Daniela Alulema, aide-comptable à New York, ne doit son poste qu’à la chance d’avoir été aide-domestique chez un patron d’une petite entreprise qui l’a remarquée et lui a trouvé cet emploi. Elle est pourtant expert-comptable de formation, diplômée avec mention de l’une des écoles publiques les plus reconnues en la matière aux Etats-Unis, Baruch College. Elle est jeune et brillante, et elle a même été un jour repérée par Goldman Sachs. Mais elle est sans-papiers.
Arrivée illégalement d’Equateur avec ses parents il y a neuf ans, alors qu’elle avait 14 ans, Daniela a reçu gratuitement dès son arrivée en Amérique une éducation propre à développer ses facultés intellectuelles et ses ambitions. Mais à l’heure de se présenter sur le marché du travail, cela n’a pas suffi. Sans numéro de sécurité sociale, gage de statut légal, elle n’était pas « employable ».
Un statut légal provisoire en échange d’une « bonne conduite »
Pour elle, comme pour plus de 2 millions de personnes dans son cas aux Etats-Unis, les choses vont peut-être changer aujourd’hui avec l’adoption du Dream Act (pour « Development, relief and education for alien minors », développement, aide et éducation pour les mineurs étrangers).
Les deux chambres du Congrès américain à majorité démocrate, en session transitoire depuis les dernières élections législatives remportées par les républicains en novembre, doivent en effet se prononcer en dernière minute sur ce projet de loi qui doit permettre à ces jeunes clandestins d’être régularisés. Voire d’être naturalisés américains pour les plus méritants.
Selon la dernière version de ce texte, ce processus se ferait en deux étapes. Pour être éligible, il faut être arrivé aux Etats-Unis avant l’âge de 16 ans et compter au moins cinq années consécutives dans le pays au moment du passage de la législation. Il faut en outre avoir moins de 30 ans, être détenteur de l’équivalent du baccalauréat américain ou d’un diplôme similaire.

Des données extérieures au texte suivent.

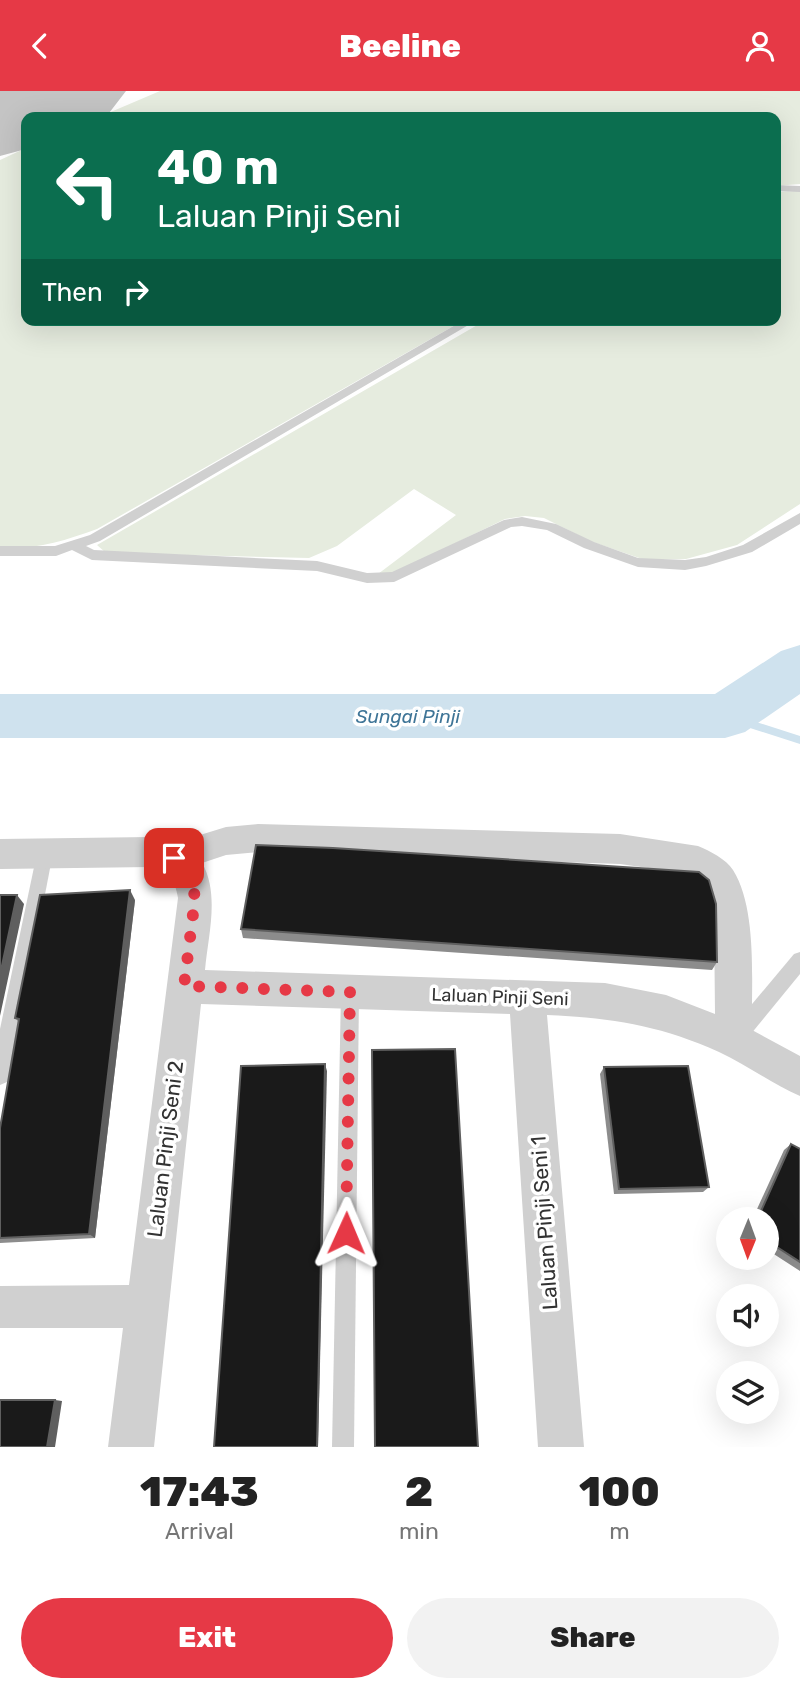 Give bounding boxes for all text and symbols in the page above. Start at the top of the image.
icon: back [21,27,59,65]
text: Beeline [339,27,461,65]
icon: person [741,27,779,65]
text: 40 m [157,138,279,196]
icon: left [42,140,133,231]
text: Laluan Pinji Seni [157,197,401,235]
icon: right [117,273,155,311]
text: Then [42,277,103,308]
water label: Sungai Pinji [356,705,461,728]
pin [144,828,204,888]
icon: arrive [155,839,193,877]
street label: Laluan Pinji Seni [431,984,569,1010]
street label: Laluan Pinji Seni 2 [142,1059,188,1239]
street label: Laluan Pinji Seni 1 [525,1135,563,1311]
position arrow [309,1196,383,1270]
north arrow [716,1207,779,1271]
map controls [716,1207,779,1424]
button: sound [716,1284,779,1347]
button: layers [716,1361,779,1424]
text: 17:43 [140,1467,259,1517]
text: 2 [405,1467,433,1517]
text: 100 [579,1467,660,1517]
text: Arrival [165,1517,234,1545]
text: min [399,1517,439,1545]
text: m [609,1517,630,1545]
button: Exit [21,1598,393,1678]
button: Share [407,1598,779,1678]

Par la suite, le candidat recevrait un statut légal provisoire de six ans pendant lequel il devrait faire preuve de « bonne conduite », valider au moins deux années d’études supérieures ou s’engager dans l’armée américaine.
Selon la chercheuse Jeanne Batalova, du centre de recherche Migration Policy Institute basé à Washington, et co-auteure d’une étude récente sur la question, moins de la moitié des personnes a priori éligibles, soit environ 800 000 personnes, seraient aptes à réussir cet examen d’entrée long et laborieux pour obtenir la nationalité américaine.
La difficulté de ce processus de régularisation s’explique en grande partie par la réticence grandissante de la droite américaine vis-à-vis de ce que beaucoup voient comme une amnistie généralisée d’immigrants arrivés illégalement sur le territoire.
Et pour certains conservateurs -comme le sénateur d’Alabama Jeff Sessions, l’un des critiques les plus virulents de cette mesure, le représentant républicain de Californie Ryan Bilbray et d’autres blogueurs à tendance républicaine-, en ces temps de récession et de chômage élevé, le moment n’est pas au partage des emplois ni à la charité.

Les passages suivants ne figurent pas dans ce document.